(Records from a collection)
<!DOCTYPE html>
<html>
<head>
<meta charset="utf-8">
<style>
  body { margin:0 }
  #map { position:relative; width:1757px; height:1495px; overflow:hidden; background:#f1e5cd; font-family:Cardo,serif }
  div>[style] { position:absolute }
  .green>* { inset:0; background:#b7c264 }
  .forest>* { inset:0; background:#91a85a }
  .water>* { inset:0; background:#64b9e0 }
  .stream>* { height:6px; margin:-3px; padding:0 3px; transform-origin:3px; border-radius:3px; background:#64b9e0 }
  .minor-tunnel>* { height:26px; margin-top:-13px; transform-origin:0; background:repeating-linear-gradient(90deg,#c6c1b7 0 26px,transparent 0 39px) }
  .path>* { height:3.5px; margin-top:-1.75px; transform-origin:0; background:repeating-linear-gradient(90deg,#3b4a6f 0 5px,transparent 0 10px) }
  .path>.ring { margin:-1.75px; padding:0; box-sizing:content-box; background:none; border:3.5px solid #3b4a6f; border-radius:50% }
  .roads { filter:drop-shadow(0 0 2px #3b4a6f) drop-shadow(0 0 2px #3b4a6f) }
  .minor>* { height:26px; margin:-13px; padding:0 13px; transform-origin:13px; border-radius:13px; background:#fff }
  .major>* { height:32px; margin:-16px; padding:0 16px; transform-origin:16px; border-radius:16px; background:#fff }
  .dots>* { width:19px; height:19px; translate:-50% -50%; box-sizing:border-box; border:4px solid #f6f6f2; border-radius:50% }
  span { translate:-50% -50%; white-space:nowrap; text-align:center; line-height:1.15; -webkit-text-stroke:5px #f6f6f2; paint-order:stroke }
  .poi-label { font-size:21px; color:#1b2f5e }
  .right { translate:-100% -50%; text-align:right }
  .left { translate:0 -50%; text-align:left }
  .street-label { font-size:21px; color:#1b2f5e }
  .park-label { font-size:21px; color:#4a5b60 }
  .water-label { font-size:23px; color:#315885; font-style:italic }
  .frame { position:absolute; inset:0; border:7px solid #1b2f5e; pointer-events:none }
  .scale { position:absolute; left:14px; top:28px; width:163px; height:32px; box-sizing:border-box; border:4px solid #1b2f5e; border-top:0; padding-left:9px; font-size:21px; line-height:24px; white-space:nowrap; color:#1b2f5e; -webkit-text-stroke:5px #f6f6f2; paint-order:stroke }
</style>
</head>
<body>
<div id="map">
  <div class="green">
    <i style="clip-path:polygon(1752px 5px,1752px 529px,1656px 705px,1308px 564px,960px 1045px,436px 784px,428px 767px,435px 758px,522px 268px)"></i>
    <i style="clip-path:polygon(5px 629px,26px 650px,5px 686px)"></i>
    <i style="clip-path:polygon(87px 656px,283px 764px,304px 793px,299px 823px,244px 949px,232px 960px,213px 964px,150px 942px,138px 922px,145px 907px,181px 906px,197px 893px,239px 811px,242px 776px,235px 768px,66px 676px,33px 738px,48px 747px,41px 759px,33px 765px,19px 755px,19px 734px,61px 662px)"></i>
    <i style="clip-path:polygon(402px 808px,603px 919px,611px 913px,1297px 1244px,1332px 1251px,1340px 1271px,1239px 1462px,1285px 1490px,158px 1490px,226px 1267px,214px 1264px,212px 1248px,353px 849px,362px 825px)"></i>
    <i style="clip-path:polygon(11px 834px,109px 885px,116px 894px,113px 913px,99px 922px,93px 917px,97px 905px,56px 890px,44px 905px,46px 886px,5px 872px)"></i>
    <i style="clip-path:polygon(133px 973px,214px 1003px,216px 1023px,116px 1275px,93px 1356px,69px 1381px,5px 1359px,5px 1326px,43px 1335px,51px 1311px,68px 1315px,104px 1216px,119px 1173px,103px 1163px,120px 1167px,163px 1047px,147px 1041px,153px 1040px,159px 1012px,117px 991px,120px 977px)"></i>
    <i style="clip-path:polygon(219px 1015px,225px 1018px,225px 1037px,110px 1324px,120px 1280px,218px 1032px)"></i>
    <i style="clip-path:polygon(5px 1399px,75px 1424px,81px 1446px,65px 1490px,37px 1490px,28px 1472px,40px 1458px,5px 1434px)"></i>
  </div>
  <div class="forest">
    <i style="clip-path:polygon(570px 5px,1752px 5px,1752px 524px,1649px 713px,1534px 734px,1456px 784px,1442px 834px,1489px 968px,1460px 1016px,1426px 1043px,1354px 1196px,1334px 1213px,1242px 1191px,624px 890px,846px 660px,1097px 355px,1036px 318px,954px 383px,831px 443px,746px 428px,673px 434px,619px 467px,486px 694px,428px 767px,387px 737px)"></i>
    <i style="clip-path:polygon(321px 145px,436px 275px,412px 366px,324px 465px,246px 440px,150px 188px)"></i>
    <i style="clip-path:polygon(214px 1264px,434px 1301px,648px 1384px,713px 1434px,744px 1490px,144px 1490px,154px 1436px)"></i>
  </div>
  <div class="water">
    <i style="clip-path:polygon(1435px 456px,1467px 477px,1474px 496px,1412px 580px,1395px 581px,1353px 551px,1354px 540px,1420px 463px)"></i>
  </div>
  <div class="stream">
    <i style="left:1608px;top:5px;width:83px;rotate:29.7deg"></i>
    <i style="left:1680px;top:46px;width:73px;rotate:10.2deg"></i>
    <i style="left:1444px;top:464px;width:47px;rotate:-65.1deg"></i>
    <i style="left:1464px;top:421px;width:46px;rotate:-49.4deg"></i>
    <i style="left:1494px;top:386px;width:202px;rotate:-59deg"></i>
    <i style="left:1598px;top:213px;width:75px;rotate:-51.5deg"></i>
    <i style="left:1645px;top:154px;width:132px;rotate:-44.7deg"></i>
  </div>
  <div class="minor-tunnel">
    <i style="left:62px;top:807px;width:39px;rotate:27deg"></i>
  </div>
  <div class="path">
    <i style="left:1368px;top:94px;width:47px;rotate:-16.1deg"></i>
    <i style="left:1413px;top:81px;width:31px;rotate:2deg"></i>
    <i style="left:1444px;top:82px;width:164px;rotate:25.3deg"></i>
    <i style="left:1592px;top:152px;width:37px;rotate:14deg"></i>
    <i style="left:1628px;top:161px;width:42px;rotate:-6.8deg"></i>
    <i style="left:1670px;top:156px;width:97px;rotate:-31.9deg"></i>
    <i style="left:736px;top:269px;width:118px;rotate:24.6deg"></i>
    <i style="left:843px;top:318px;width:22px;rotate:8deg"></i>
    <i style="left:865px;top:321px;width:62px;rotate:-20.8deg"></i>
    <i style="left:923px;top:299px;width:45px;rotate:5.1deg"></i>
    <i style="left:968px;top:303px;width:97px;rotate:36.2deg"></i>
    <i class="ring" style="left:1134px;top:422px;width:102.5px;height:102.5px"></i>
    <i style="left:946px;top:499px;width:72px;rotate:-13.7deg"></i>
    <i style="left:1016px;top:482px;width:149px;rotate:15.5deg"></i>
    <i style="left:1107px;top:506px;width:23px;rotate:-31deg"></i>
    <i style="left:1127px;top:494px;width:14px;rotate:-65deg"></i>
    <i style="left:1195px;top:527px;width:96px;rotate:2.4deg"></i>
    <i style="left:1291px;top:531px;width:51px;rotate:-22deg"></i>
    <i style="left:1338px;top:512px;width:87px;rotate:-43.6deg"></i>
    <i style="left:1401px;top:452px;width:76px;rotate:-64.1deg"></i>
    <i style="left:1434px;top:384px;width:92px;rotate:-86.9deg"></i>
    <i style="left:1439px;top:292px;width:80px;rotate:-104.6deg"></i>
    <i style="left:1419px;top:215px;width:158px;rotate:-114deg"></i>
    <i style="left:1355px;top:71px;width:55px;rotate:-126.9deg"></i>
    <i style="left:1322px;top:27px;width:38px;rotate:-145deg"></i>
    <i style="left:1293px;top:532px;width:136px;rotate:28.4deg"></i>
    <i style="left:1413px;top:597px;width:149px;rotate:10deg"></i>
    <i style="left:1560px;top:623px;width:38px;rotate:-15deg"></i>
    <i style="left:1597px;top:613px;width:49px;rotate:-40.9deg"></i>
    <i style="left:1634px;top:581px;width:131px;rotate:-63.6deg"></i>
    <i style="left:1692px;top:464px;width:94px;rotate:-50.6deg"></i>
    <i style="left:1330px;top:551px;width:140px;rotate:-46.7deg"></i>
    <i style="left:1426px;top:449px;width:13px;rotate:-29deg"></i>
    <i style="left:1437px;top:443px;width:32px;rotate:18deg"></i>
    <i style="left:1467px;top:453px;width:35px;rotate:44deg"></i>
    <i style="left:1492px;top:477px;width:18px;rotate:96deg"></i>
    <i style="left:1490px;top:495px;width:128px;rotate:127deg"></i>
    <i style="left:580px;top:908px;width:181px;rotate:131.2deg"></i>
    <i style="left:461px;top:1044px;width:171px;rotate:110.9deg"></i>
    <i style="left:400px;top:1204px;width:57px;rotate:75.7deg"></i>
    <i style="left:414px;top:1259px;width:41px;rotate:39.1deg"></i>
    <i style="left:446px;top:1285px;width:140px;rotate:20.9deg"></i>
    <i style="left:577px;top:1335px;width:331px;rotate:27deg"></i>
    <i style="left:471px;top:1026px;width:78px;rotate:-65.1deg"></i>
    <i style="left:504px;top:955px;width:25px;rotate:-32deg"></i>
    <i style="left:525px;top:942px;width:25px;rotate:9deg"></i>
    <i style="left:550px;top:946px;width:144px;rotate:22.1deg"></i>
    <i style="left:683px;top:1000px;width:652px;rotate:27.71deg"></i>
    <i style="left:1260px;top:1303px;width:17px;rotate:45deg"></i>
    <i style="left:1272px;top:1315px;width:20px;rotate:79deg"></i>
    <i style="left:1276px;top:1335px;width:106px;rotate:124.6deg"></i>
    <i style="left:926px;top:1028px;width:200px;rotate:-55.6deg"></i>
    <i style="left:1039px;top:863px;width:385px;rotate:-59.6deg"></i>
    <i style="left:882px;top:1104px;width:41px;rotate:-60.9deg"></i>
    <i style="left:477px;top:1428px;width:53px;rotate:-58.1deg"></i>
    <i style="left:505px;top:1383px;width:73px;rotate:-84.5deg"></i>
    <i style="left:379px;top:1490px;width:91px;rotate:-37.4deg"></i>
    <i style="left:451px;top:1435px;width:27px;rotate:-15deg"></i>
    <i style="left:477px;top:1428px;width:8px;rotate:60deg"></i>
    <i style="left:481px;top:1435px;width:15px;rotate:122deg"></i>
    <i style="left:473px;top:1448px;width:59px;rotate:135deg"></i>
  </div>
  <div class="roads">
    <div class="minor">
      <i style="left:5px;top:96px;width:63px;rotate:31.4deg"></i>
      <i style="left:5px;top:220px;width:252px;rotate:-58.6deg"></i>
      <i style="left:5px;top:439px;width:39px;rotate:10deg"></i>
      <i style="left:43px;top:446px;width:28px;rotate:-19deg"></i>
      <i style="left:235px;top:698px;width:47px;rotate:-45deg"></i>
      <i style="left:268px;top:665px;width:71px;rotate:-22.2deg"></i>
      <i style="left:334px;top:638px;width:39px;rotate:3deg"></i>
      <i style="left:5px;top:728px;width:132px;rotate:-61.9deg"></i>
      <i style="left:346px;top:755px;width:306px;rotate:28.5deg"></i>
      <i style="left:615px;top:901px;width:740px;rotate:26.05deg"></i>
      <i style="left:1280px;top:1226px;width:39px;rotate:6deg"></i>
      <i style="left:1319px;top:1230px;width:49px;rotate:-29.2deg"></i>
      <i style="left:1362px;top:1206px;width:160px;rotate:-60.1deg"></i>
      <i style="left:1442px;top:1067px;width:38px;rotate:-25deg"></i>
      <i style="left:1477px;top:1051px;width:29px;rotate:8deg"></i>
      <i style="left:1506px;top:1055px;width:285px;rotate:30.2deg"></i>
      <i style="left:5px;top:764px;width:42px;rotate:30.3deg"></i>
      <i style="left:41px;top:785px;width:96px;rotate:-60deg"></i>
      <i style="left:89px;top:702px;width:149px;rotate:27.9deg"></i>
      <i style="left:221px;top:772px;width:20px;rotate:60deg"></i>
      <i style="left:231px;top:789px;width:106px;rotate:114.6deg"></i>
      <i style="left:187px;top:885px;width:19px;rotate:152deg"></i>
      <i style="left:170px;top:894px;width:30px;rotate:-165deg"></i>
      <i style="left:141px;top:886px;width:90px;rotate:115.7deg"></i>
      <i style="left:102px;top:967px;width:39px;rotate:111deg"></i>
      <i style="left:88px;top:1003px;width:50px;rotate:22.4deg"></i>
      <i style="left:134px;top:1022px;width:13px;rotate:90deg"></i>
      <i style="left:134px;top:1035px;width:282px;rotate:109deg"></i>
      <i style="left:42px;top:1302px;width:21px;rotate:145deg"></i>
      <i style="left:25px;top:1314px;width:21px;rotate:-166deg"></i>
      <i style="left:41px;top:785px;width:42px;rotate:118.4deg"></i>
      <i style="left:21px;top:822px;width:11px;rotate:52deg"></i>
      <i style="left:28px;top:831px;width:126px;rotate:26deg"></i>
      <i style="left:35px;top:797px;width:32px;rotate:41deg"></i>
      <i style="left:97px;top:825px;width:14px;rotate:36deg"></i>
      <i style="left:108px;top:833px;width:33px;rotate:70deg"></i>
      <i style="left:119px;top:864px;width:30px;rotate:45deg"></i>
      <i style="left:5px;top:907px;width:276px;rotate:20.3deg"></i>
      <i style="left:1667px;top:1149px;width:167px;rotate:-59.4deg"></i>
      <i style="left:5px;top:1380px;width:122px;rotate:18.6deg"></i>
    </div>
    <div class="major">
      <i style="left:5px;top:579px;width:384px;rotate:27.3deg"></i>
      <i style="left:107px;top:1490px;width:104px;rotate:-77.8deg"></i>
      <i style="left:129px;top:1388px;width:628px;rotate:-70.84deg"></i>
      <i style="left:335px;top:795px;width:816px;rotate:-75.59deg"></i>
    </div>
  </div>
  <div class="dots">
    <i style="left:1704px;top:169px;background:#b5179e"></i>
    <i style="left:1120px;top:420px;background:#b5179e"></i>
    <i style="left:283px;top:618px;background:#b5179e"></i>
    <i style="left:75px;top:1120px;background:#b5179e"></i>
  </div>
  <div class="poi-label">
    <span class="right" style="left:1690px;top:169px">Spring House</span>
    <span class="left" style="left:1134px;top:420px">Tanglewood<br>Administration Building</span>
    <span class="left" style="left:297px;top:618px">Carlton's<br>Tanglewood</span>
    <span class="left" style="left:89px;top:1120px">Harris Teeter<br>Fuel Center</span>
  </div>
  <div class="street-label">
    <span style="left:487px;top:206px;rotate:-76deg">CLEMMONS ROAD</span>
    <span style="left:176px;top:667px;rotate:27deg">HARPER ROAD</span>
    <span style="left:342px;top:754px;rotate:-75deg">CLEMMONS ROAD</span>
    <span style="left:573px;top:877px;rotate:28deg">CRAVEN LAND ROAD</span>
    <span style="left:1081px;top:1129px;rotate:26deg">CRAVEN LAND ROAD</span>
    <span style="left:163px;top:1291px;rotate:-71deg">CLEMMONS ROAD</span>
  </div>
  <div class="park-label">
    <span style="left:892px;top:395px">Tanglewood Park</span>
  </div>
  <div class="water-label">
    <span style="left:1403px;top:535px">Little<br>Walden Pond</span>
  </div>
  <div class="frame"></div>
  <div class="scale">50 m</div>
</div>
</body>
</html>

Work request: In the records above, collect each line with "stream".

Task solution:
  .stream>* { height:6px; margin:-3px; padding:0 3px; transform-origin:3px; border-radius:3px; background:#64b9e0 }
  <div class="stream">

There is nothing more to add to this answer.